The initial attack occurred through an email to the mechanical contractor containing malware. Once in the contractor’s system, hackers were able to access the username and password for the retailer’s system. They then uploaded malware into the retailer’s network, which contained the credit card information for millions of customers.
In another incident, a credit-reporting agency was breached through a customer complaint portal, which had a widely known vulnerability that the agency failed to patch. Once the network was accessed, hackers were able to roam around the network and access other servers. On one server, they discovered a plain text file of user names and passwords, giving them access to the personal information of millions of users.
What we have learned from these two examples is that networks must be segmented. Most of us dislike frequent password changes. However, they are far preferable to a successful network attack.
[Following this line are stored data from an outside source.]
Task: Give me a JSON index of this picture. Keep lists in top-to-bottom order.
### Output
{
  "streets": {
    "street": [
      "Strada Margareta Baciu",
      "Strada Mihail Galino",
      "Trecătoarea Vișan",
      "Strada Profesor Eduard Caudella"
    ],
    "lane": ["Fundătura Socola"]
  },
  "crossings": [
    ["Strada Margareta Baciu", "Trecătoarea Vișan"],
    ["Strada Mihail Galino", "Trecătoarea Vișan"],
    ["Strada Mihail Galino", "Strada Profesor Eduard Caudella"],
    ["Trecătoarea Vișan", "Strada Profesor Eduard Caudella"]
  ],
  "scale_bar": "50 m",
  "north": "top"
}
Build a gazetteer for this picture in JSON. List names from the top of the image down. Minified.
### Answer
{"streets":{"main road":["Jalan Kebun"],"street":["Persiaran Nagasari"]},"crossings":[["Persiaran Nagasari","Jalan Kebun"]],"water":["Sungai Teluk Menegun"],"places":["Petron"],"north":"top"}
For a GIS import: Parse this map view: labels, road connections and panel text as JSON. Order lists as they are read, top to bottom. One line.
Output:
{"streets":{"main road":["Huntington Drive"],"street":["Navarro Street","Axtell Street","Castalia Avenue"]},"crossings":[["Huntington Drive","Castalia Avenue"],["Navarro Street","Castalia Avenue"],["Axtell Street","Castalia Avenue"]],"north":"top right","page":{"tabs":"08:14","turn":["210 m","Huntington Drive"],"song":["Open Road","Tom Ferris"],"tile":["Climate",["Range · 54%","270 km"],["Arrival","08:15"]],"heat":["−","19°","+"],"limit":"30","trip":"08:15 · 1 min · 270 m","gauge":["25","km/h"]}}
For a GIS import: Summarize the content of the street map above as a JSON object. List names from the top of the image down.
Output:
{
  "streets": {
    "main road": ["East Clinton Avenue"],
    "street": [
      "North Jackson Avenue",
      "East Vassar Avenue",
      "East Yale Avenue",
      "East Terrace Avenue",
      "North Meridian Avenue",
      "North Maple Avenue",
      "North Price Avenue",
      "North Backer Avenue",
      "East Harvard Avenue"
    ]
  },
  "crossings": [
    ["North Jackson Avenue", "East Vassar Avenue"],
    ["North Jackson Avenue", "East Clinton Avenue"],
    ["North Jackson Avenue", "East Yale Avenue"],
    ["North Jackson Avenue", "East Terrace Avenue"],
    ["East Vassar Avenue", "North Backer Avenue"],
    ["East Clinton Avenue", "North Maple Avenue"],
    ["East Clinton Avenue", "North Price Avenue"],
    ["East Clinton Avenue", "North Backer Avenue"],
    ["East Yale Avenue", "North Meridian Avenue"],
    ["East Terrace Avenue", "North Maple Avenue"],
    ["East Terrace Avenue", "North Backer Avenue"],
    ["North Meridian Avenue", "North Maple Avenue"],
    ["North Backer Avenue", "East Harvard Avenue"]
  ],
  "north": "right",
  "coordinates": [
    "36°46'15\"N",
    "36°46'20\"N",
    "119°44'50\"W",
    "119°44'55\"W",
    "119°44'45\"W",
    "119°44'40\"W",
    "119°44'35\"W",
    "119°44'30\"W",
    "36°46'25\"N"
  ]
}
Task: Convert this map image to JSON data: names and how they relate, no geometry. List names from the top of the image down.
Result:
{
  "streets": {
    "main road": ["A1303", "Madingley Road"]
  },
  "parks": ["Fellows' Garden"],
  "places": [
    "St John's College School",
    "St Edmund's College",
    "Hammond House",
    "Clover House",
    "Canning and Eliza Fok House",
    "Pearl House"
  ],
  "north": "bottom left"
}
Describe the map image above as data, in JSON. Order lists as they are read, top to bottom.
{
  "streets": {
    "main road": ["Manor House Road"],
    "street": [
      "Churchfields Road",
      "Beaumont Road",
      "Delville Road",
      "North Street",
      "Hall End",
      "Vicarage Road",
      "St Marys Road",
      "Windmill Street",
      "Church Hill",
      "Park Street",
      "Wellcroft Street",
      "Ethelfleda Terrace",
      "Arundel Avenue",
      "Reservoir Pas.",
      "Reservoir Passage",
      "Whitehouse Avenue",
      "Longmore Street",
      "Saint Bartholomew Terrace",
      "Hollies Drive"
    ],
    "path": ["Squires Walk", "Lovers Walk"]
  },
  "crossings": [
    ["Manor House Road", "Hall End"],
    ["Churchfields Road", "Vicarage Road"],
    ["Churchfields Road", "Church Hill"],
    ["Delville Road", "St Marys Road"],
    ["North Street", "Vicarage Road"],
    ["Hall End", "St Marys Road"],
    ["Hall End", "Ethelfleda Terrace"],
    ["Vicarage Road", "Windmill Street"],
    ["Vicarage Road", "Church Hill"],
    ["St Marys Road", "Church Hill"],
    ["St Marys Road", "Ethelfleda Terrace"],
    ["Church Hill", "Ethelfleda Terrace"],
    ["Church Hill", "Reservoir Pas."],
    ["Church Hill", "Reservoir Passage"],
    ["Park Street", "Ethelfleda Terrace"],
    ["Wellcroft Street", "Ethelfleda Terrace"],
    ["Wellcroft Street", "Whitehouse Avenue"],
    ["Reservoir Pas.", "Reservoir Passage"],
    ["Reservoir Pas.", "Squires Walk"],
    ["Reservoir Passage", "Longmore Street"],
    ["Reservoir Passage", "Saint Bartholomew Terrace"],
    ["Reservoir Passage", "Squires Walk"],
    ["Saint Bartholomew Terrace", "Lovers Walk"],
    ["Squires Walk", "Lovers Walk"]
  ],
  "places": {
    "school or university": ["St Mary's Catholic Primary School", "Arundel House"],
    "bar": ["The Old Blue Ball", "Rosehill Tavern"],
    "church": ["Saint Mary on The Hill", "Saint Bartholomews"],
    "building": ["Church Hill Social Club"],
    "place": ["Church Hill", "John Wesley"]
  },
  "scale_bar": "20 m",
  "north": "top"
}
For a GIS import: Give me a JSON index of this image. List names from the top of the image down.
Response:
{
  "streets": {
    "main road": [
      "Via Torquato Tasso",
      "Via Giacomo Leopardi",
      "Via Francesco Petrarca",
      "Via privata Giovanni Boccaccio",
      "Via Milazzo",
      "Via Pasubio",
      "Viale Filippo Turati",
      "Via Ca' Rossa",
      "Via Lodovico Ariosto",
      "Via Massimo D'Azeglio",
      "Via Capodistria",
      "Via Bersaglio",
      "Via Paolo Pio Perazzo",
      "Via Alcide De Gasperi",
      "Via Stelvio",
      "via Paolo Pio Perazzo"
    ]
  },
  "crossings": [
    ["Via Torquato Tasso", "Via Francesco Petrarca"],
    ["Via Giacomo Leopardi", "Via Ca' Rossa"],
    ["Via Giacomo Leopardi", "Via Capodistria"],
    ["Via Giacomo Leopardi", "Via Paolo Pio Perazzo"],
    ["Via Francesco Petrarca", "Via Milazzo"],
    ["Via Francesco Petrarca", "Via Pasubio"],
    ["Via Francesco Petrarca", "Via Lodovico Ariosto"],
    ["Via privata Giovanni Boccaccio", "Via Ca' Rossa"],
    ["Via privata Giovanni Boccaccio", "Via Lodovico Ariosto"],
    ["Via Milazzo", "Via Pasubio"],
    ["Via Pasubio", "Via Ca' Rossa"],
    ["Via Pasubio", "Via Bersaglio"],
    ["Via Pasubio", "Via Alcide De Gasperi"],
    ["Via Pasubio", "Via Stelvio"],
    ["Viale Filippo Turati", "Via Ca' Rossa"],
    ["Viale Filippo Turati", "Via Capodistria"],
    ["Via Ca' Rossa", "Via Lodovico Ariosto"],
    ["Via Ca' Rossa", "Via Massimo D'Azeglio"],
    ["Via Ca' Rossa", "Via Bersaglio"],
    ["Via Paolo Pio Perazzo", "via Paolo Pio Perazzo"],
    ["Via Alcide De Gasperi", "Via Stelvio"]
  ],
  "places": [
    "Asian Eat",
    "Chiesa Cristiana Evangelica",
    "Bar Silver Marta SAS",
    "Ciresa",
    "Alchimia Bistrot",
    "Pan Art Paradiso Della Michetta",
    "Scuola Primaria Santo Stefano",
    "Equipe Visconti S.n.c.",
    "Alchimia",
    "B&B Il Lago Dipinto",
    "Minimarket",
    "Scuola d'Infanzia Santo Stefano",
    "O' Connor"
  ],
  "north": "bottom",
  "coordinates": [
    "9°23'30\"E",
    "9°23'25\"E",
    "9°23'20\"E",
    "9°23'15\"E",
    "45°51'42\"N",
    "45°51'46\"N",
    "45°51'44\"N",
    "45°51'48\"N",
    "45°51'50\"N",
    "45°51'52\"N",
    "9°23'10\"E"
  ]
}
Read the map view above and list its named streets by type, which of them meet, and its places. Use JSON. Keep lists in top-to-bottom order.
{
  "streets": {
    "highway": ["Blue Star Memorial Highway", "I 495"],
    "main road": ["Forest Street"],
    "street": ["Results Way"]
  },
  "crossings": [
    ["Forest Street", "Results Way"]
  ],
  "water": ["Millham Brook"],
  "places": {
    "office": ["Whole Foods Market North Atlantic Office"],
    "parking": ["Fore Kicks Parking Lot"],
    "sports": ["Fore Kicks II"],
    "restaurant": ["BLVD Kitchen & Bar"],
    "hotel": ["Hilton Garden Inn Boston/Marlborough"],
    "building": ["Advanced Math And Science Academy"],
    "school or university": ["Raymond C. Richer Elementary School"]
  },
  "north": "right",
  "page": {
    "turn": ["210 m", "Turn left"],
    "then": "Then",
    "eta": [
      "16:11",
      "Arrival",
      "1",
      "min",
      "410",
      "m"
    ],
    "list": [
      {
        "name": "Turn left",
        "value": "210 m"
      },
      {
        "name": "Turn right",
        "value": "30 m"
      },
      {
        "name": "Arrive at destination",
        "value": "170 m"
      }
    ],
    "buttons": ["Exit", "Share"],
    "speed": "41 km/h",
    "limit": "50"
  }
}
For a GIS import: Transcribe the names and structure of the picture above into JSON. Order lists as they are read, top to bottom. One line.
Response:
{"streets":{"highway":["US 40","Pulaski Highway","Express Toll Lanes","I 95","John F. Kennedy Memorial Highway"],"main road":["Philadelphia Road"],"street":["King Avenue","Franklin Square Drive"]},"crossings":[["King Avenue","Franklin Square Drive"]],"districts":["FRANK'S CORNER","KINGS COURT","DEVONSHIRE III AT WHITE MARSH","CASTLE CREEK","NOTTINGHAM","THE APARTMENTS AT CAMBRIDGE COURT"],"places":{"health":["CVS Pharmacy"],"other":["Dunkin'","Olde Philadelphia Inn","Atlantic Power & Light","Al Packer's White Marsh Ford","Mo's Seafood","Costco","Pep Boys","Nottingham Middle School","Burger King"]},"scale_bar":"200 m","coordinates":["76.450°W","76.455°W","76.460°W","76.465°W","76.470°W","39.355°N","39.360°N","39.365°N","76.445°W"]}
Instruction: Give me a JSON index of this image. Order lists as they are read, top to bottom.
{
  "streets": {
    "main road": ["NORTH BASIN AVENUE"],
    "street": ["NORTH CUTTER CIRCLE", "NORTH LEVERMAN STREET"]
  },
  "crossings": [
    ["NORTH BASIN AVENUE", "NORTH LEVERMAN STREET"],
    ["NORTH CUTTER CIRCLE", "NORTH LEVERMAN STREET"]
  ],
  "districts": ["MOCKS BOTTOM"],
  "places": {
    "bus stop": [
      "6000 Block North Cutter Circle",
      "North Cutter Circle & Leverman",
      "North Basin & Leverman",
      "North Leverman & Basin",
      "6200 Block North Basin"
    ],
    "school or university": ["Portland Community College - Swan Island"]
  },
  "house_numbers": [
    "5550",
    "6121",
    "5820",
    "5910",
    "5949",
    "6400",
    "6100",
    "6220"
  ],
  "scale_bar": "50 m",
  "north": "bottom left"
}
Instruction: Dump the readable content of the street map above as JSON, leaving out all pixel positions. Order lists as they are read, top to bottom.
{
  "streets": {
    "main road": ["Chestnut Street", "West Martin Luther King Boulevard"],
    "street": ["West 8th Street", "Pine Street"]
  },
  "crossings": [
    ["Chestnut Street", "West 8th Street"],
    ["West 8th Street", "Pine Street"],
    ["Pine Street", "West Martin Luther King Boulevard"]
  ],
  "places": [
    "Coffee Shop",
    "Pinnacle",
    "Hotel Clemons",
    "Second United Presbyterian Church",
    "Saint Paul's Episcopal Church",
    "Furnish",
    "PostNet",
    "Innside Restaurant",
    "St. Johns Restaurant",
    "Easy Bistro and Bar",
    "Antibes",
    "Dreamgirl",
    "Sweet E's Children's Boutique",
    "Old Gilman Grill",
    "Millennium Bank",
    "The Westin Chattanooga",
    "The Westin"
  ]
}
Malware on end-user computer networks has been a problem for several years. One day, I got several emails that indicated they included photos of a female celebrity. I knew immediately that the sender had been duped into clicking a link. (No, I didn’t click it.) On another occasion, my mailbox suddenly filled up with emails with the subject line “I Love You.” I didn’t know any of the senders, but I knew they were members of an organization that I was also part of. I contacted the organization and got evasive answers. After a few more questions, they admitted that they had received the ILOVEYOU virus from another organization.
Security problems are frequently discovered in operating system software and in some of the most widely used packages. When vendors become aware of weaknesses, they send out software patches or new versions to eliminate the problem. Individual users may fall behind on updates because they see numerous versions queued up and don’t want to take the time to download and install them. Many computer users rarely shut down their computers because they don’t want to wait for a slow startup. A good rule of thumb is to run the updates during a lunch break. It is also good practice to shut down a computer at the end of the work day.
Recently, a certification organization was the victim of a ransomware attack. Having maintained up-to-date backups, the organization was able to return to service without paying a ransom. However, they did have some downtime.
Public inputs have been submitted for the 2023 NEC to address the need for cybersecurity for vulnerable parts of the electrical system. It is too early to know how this will evolve. The Code has never directly addressed cybersecurity, because it hasn’t been considered an installation requirement. However, systems have never been as interconnected as they are today. It will be important to adopt safe computer practices and identify vulnerabilities that could also include customers. The details of cybersecurity will likely refer to other standards.